### TASK
Using the entries that follow, report the number of lines that include the string "Pitkäjärvenkatu", without any other text.

[Stored items]
=-=-=-=-=

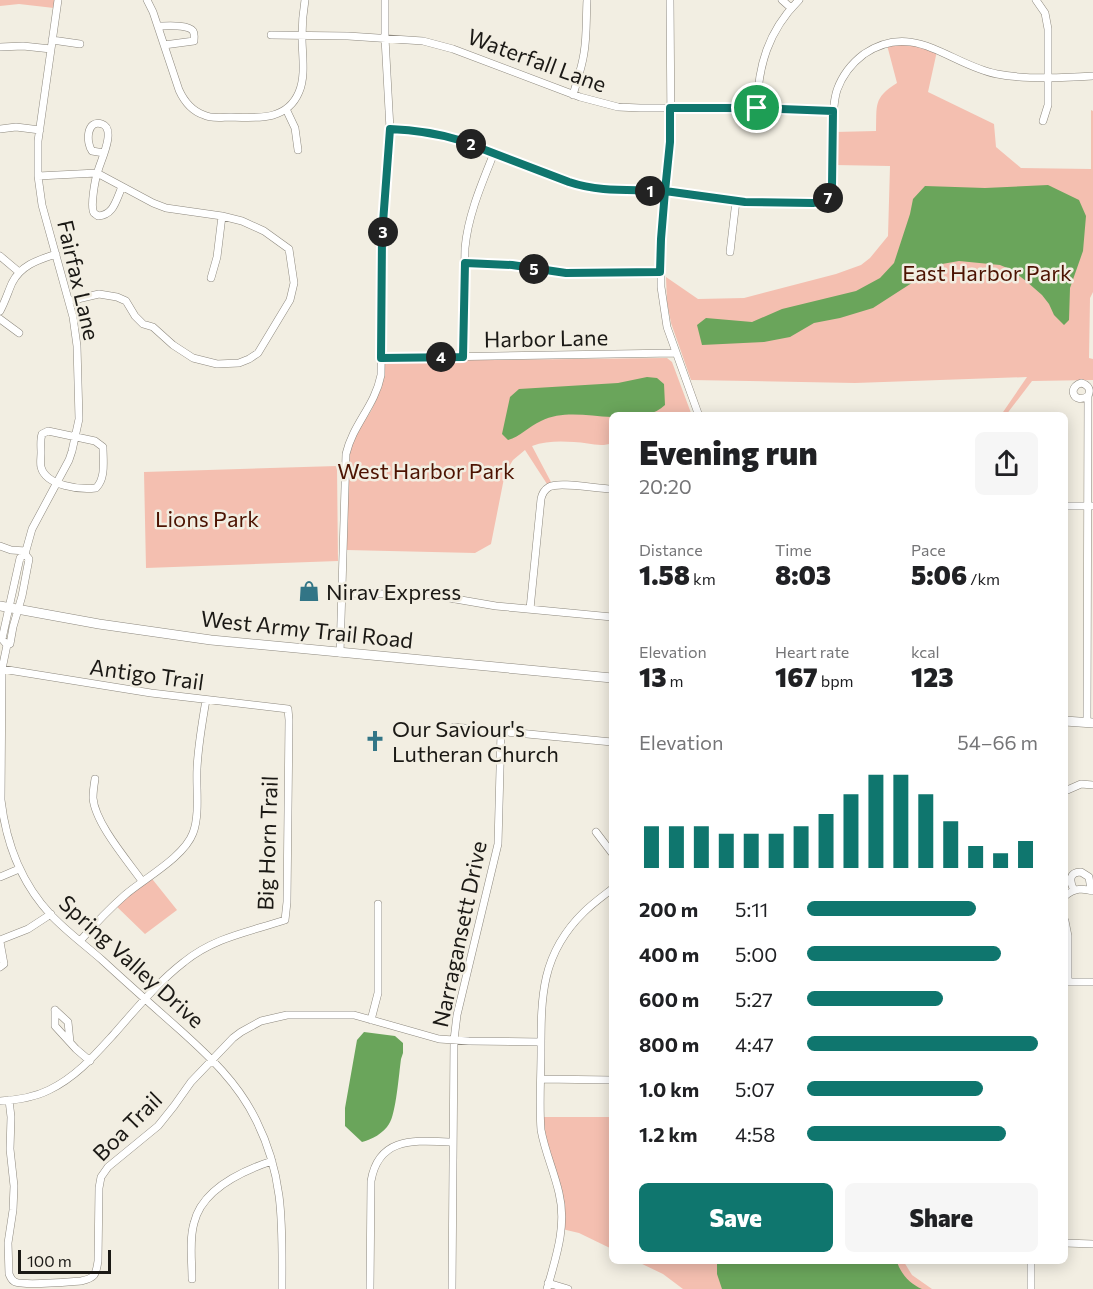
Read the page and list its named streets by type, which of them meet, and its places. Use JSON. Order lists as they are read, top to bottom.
{
  "streets": {
    "main road": ["West Army Trail Road"],
    "street": [
      "Waterfall Lane",
      "Fairfax Lane",
      "Harbor Lane",
      "Antigo Trail",
      "Big Horn Trail",
      "Narragansett Drive",
      "Spring Valley Drive",
      "Boa Trail"
    ]
  },
  "crossings": [
    ["Fairfax Lane", "West Army Trail Road"],
    ["Fairfax Lane", "Spring Valley Drive"],
    ["West Army Trail Road", "Spring Valley Drive"],
    ["Antigo Trail", "Big Horn Trail"],
    ["Antigo Trail", "Spring Valley Drive"],
    ["Big Horn Trail", "Spring Valley Drive"],
    ["Big Horn Trail", "Boa Trail"],
    ["Narragansett Drive", "Boa Trail"],
    ["Spring Valley Drive", "Boa Trail"]
  ],
  "parks": ["East Harbor Park", "West Harbor Park", "Lions Park"],
  "places": {
    "shop": ["Nirav Express"],
    "church": ["Our Saviour's Lutheran Church"]
  },
  "scale_bar": "100 m",
  "page": {
    "pins": [
      "2",
      "1",
      "7",
      "3",
      "5",
      "4"
    ],
    "heading": ["Evening run", "20:20"],
    "stats": [
      ["Distance", "1.58 km"],
      ["Time", "8:03"],
      ["Pace", "5:06 /km"],
      ["Elevation", "13 m"],
      ["Heart rate", "167 bpm"],
      ["kcal", "123"]
    ],
    "chart": ["Elevation", "54–66 m"],
    "list": [
      {
        "name": "200 m",
        "note": "5:11"
      },
      {
        "name": "400 m",
        "note": "5:00"
      },
      {
        "name": "600 m",
        "note": "5:27"
      },
      {
        "name": "800 m",
        "note": "4:47"
      },
      {
        "name": "1.0 km",
        "note": "5:07"
      },
      {
        "name": "1.2 km",
        "note": "4:58"
      }
    ],
    "buttons": ["Save", "Share"],
    "scale": "100 m"
  }
}
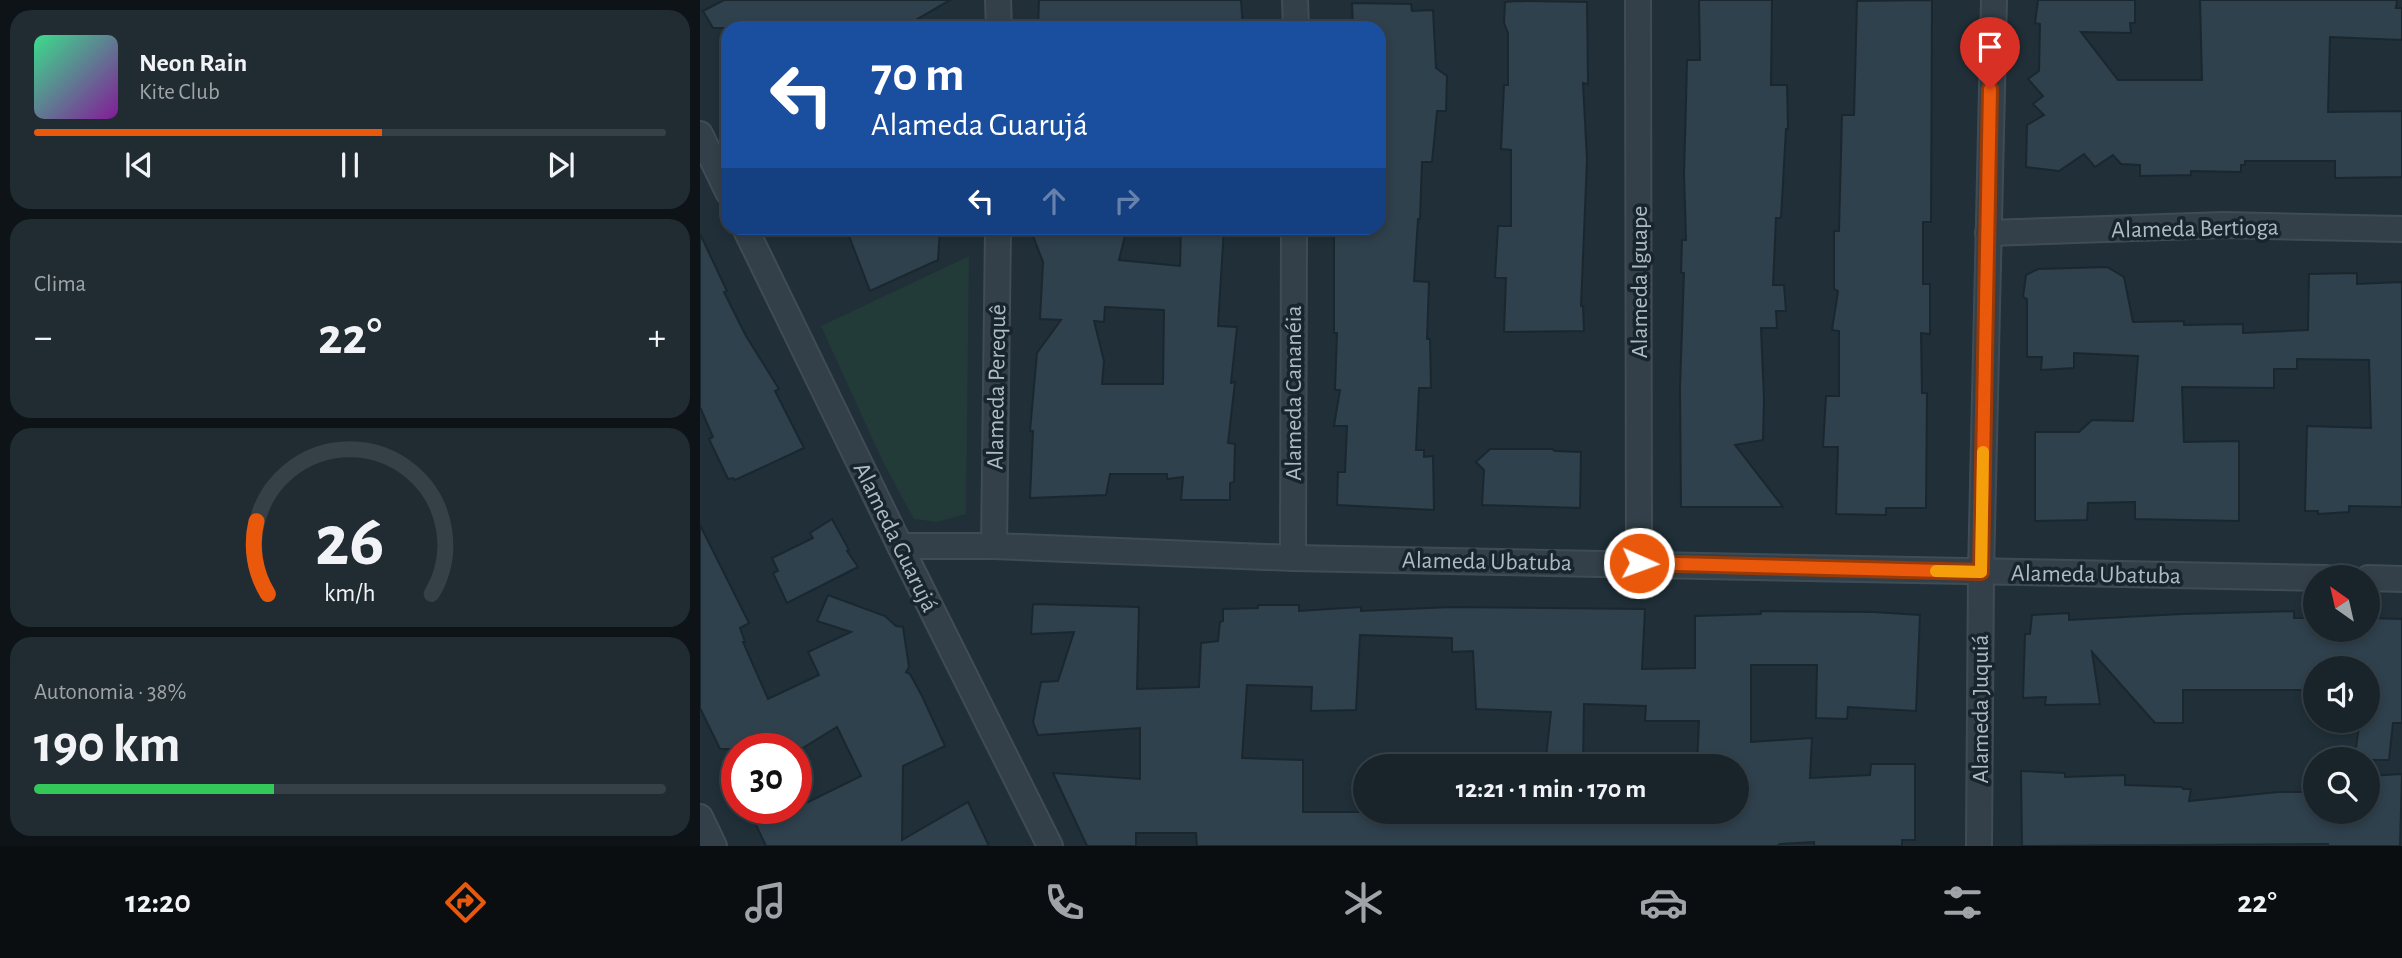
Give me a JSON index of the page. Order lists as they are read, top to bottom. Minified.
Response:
{"streets":{"street":["Alameda Bertioga","Alameda Iguape","Alameda Perequê","Alameda Cananéia","Alameda Guarujá","Alameda Ubatuba","Alameda Juquiá"]},"crossings":[["Alameda Iguape","Alameda Ubatuba"],["Alameda Perequê","Alameda Ubatuba"],["Alameda Cananéia","Alameda Ubatuba"],["Alameda Guarujá","Alameda Ubatuba"],["Alameda Ubatuba","Alameda Juquiá"]],"north":"top left","page":{"turn":["70 m","Alameda Guarujá"],"song":["Neon Rain","Kite Club"],"tile":["Clima",["Autonomia · 38%","190 km"]],"heat":["−","22°","+"],"limit":"30","trip":"12:21 · 1 min · 170 m","tabs":["12:20","22°"],"gauge":["26","km/h"]}}
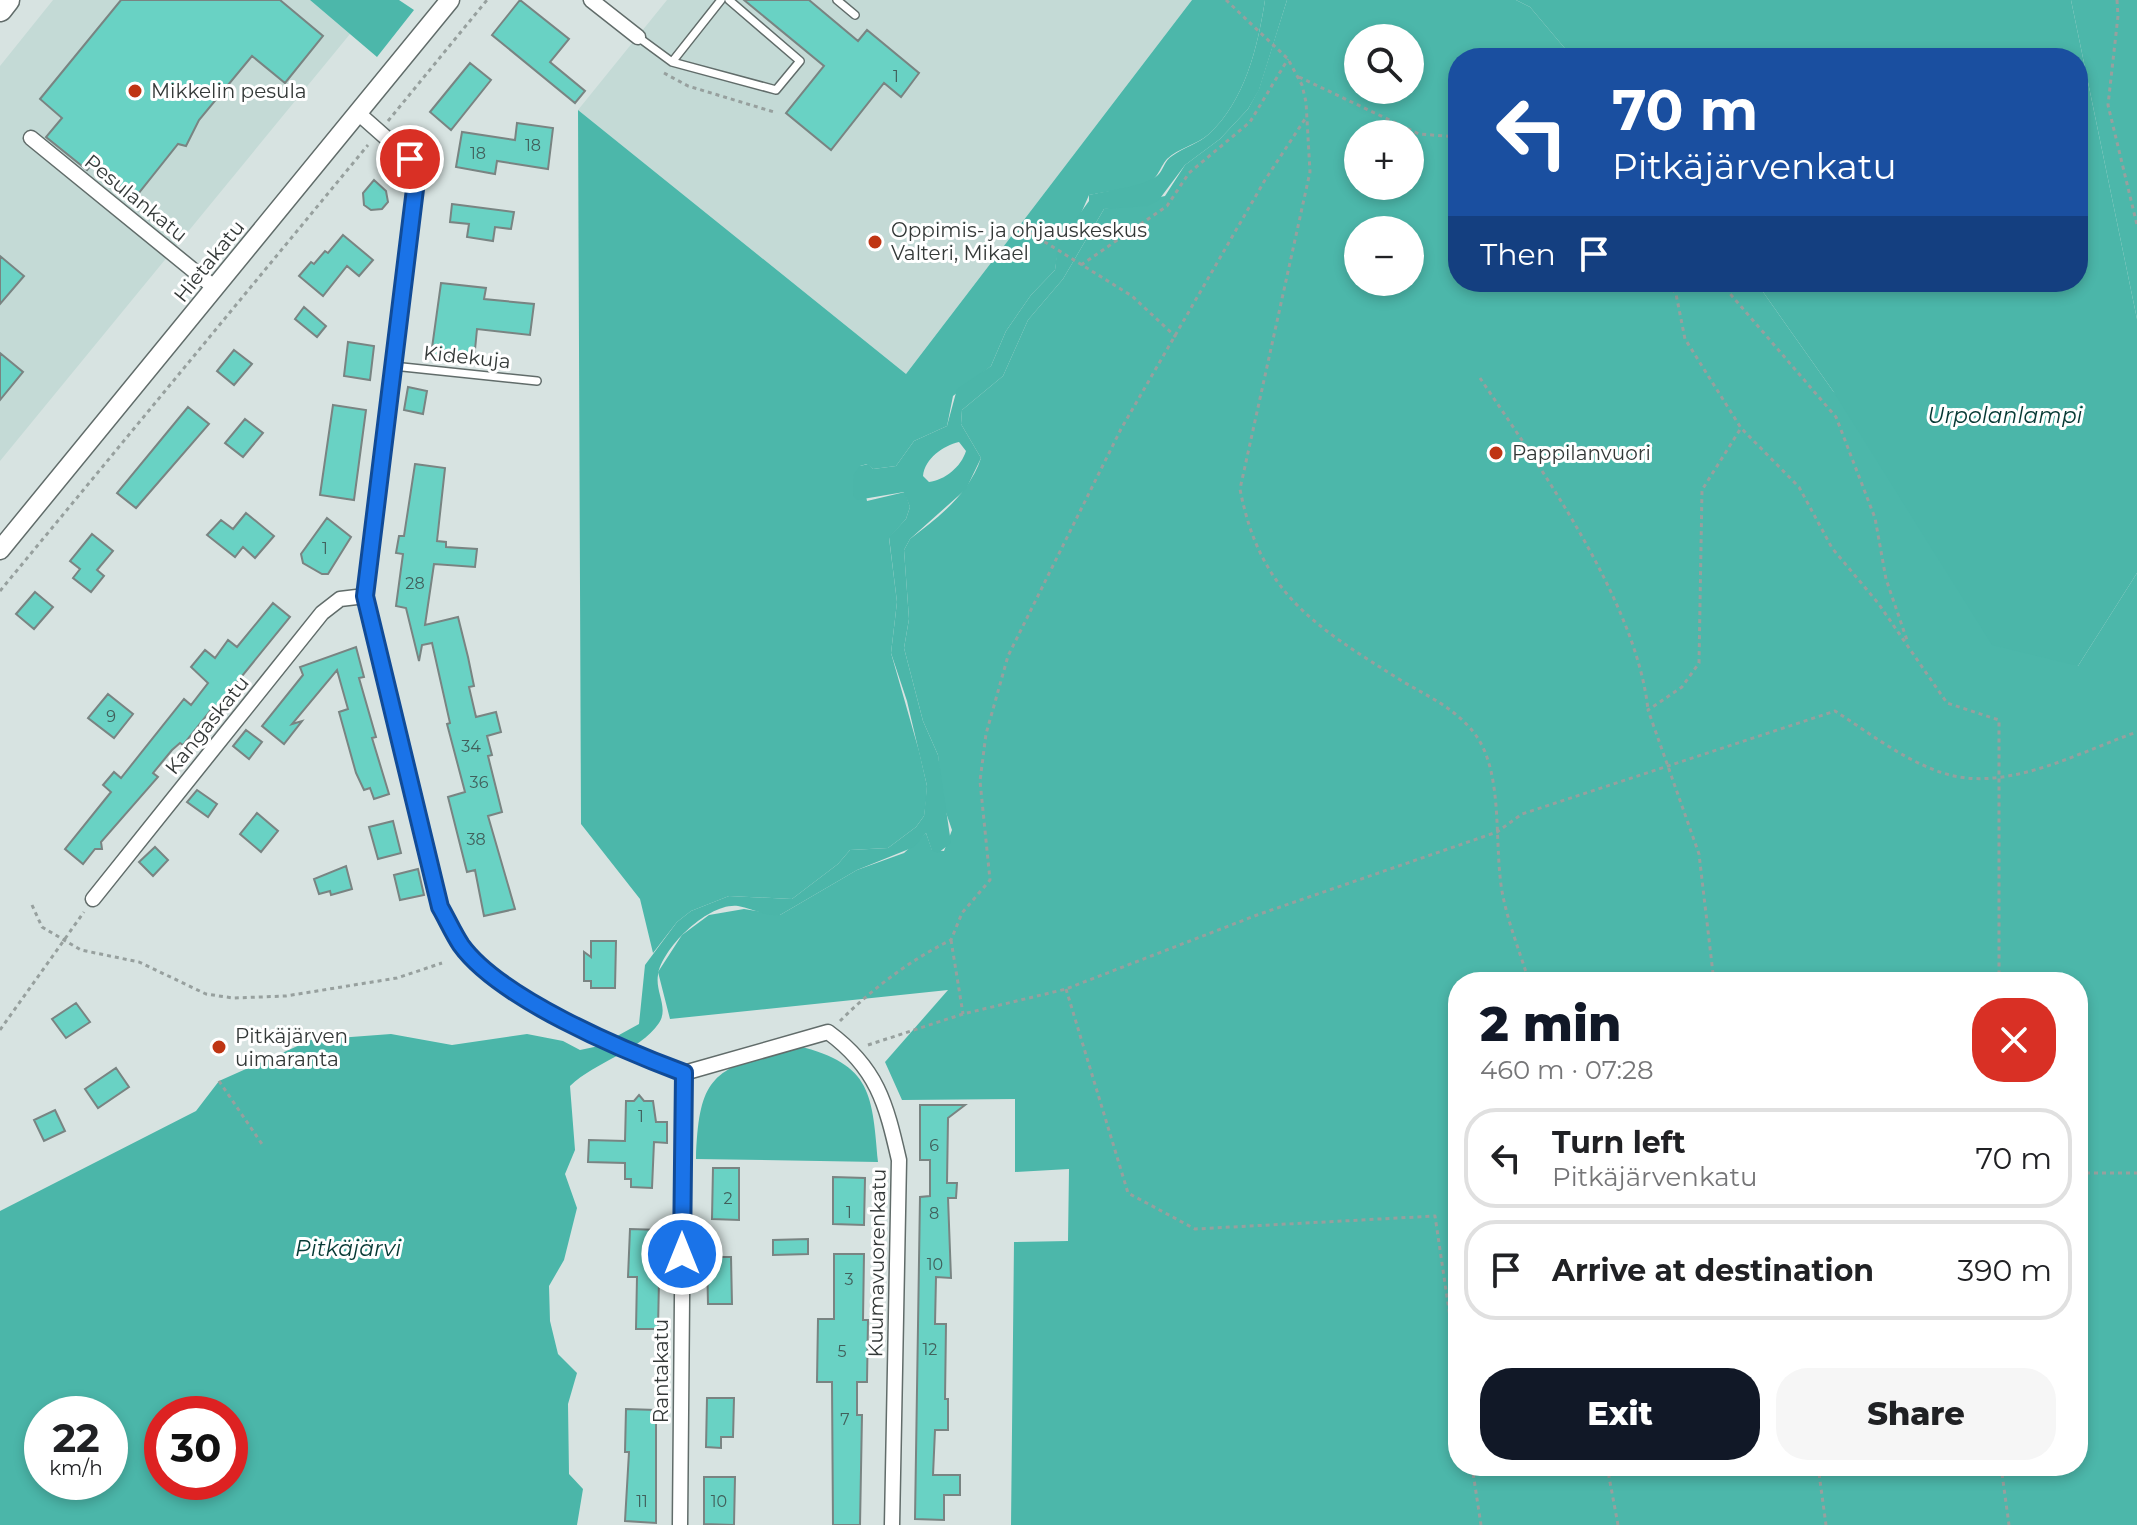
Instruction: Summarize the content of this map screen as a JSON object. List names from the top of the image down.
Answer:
{
  "streets": {
    "street": [
      "Pesulankatu",
      "Hietakatu",
      "Kangaskatu",
      "Kuumavuorenkatu",
      "Rantakatu"
    ],
    "lane": ["Kidekuja"]
  },
  "crossings": [
    ["Pesulankatu", "Hietakatu"]
  ],
  "water": ["Urpolanlampi", "Pitkäjärvi"],
  "places": [
    "Mikkelin pesula",
    "Oppimis- ja ohjauskeskus Valteri, Mikael",
    "Pappilanvuori",
    "Pitkäjärven uimaranta"
  ],
  "house_numbers": [
    "1",
    "18",
    "18",
    "1",
    "28",
    "9",
    "34",
    "36",
    "38",
    "1",
    "6",
    "2",
    "1",
    "8",
    "10",
    "3",
    "12",
    "5",
    "7",
    "11",
    "10"
  ],
  "page": {
    "map_buttons": ["+", "−"],
    "turn": ["70 m", "Pitkäjärvenkatu"],
    "then": "Then",
    "heading": ["2 min", "460 m · 07:28"],
    "list": [
      {
        "name": "Turn left",
        "note": "Pitkäjärvenkatu",
        "value": "70 m"
      },
      {
        "name": "Arrive at destination",
        "value": "390 m"
      }
    ],
    "buttons": ["Exit", "Share"],
    "speed": "22 km/h",
    "limit": "30"
  }
}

=-=-=-=-=

### REPLY TO THE TASK
2